All lines up to and including the one that contains "c.font = font" are to be transcribed exactly, starting from the first line of the records.

★ ★ ★

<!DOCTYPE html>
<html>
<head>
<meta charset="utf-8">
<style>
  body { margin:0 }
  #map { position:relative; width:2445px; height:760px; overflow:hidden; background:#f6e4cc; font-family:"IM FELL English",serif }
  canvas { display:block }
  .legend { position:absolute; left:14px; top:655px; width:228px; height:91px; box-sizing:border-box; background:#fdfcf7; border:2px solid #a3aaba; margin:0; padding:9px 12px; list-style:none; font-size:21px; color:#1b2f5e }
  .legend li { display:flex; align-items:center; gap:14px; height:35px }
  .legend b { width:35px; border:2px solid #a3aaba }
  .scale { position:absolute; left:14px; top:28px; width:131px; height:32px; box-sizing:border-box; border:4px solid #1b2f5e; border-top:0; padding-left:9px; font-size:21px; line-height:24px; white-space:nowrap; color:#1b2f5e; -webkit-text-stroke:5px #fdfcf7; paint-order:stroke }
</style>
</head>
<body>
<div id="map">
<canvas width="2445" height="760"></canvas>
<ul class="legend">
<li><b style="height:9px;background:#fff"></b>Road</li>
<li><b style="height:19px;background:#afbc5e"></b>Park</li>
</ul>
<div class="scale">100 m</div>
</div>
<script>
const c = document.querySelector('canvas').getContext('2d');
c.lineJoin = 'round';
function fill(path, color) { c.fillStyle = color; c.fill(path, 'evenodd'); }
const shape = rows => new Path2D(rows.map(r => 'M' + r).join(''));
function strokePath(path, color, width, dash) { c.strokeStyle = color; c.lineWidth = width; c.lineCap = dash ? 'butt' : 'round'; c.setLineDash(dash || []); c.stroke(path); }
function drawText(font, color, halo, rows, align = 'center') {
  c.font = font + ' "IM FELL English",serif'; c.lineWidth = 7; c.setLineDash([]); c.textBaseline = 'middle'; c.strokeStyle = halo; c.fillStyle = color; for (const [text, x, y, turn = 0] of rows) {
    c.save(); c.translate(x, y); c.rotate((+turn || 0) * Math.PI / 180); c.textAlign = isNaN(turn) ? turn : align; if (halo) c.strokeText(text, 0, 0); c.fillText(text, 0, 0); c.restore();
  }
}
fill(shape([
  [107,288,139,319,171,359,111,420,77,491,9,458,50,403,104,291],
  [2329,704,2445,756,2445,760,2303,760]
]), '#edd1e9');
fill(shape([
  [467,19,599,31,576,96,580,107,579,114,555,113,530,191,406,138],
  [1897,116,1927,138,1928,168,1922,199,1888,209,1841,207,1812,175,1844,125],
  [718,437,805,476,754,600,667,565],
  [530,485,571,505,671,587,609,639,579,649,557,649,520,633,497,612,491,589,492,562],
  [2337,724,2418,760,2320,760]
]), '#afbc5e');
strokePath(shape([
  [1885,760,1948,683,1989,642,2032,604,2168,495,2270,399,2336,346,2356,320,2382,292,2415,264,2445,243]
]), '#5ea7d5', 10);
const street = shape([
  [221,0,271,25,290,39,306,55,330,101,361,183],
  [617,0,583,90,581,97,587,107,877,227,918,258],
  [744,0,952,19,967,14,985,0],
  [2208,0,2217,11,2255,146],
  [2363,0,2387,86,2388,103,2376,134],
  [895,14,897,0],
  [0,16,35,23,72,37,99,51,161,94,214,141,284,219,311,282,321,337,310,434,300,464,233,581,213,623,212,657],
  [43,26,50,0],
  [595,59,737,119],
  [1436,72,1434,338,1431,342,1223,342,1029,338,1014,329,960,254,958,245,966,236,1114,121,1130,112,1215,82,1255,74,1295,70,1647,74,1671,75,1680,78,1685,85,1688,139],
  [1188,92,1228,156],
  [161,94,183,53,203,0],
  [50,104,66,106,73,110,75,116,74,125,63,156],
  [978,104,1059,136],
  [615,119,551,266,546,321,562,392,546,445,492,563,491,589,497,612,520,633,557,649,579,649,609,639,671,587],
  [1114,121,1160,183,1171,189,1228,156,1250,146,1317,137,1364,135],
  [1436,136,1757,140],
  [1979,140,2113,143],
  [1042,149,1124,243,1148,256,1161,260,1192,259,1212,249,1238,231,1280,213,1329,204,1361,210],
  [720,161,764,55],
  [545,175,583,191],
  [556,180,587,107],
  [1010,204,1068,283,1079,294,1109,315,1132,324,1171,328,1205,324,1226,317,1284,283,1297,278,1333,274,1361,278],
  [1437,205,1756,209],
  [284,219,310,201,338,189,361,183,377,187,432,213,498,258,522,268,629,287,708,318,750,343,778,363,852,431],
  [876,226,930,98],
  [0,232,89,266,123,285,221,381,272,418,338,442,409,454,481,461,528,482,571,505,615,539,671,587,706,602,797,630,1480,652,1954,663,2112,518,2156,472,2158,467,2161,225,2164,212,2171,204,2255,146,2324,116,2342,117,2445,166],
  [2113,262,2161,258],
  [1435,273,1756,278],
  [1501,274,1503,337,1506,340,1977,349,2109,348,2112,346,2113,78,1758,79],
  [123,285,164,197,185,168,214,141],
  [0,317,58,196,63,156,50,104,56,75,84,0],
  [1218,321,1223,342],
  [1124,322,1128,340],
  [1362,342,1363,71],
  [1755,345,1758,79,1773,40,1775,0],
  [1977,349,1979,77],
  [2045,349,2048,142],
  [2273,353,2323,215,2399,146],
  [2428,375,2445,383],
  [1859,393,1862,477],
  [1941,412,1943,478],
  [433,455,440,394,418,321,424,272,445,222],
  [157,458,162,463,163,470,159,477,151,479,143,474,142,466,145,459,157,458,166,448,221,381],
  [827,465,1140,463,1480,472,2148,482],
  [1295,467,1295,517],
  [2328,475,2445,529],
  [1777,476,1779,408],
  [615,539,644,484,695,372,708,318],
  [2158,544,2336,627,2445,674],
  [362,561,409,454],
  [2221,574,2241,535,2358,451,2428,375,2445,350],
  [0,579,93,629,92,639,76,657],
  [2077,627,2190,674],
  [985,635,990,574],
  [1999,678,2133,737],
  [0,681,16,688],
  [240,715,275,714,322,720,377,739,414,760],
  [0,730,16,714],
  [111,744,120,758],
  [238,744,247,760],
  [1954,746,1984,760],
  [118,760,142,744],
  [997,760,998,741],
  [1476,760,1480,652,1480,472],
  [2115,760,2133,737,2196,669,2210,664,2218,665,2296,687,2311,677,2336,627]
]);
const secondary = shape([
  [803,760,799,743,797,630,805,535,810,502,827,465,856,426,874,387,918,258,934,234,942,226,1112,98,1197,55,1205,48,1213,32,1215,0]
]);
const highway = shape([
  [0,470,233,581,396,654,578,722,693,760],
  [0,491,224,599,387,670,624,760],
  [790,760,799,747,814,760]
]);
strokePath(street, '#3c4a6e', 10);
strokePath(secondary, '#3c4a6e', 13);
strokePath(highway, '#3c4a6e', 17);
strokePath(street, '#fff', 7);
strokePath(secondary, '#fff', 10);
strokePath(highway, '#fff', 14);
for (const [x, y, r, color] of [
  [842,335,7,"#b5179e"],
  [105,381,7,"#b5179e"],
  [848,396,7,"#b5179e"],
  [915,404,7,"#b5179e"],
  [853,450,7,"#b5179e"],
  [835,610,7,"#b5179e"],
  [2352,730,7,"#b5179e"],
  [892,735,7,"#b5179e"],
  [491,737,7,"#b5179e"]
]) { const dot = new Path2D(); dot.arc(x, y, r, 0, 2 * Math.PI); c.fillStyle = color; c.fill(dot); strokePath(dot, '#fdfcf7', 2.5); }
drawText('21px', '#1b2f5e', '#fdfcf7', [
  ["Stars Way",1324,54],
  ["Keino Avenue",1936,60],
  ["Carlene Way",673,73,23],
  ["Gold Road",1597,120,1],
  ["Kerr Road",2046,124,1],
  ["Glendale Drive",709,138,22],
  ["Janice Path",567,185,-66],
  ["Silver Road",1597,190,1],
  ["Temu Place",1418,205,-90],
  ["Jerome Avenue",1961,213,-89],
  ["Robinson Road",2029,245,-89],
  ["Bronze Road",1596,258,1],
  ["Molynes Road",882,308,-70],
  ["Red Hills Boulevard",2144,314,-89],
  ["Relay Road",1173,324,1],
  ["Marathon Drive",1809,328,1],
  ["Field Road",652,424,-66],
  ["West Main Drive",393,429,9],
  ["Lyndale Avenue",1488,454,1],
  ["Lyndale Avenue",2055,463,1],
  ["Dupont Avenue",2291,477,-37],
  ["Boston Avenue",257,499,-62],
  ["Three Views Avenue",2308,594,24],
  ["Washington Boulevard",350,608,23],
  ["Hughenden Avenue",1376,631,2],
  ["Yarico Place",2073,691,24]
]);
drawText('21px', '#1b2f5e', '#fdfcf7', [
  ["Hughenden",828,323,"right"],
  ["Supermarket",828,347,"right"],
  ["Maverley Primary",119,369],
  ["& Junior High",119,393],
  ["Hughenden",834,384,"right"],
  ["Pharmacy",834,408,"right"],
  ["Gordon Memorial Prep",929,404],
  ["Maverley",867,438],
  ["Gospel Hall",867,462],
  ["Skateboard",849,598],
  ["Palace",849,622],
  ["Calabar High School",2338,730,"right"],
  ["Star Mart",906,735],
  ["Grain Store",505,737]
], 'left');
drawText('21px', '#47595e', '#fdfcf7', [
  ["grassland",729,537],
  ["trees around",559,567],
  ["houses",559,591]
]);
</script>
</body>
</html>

★ ★ ★

◆ **THE ANSWER**:
<!DOCTYPE html>
<html>
<head>
<meta charset="utf-8">
<style>
  body { margin:0 }
  #map { position:relative; width:2445px; height:760px; overflow:hidden; background:#f6e4cc; font-family:"IM FELL English",serif }
  canvas { display:block }
  .legend { position:absolute; left:14px; top:655px; width:228px; height:91px; box-sizing:border-box; background:#fdfcf7; border:2px solid #a3aaba; margin:0; padding:9px 12px; list-style:none; font-size:21px; color:#1b2f5e }
  .legend li { display:flex; align-items:center; gap:14px; height:35px }
  .legend b { width:35px; border:2px solid #a3aaba }
  .scale { position:absolute; left:14px; top:28px; width:131px; height:32px; box-sizing:border-box; border:4px solid #1b2f5e; border-top:0; padding-left:9px; font-size:21px; line-height:24px; white-space:nowrap; color:#1b2f5e; -webkit-text-stroke:5px #fdfcf7; paint-order:stroke }
</style>
</head>
<body>
<div id="map">
<canvas width="2445" height="760"></canvas>
<ul class="legend">
<li><b style="height:9px;background:#fff"></b>Road</li>
<li><b style="height:19px;background:#afbc5e"></b>Park</li>
</ul>
<div class="scale">100 m</div>
</div>
<script>
const c = document.querySelector('canvas').getContext('2d');
c.lineJoin = 'round';
function fill(path, color) { c.fillStyle = color; c.fill(path, 'evenodd'); }
const shape = rows => new Path2D(rows.map(r => 'M' + r).join(''));
function strokePath(path, color, width, dash) { c.strokeStyle = color; c.lineWidth = width; c.lineCap = dash ? 'butt' : 'round'; c.setLineDash(dash || []); c.stroke(path); }
function drawText(font, color, halo, rows, align = 'center') {
  c.font = font + ' "IM FELL English",serif'; c.lineWidth = 7; c.setLineDash([]); c.textBaseline = 'middle'; c.strokeStyle = halo; c.fillStyle = color; for (const [text, x, y, turn = 0] of rows) {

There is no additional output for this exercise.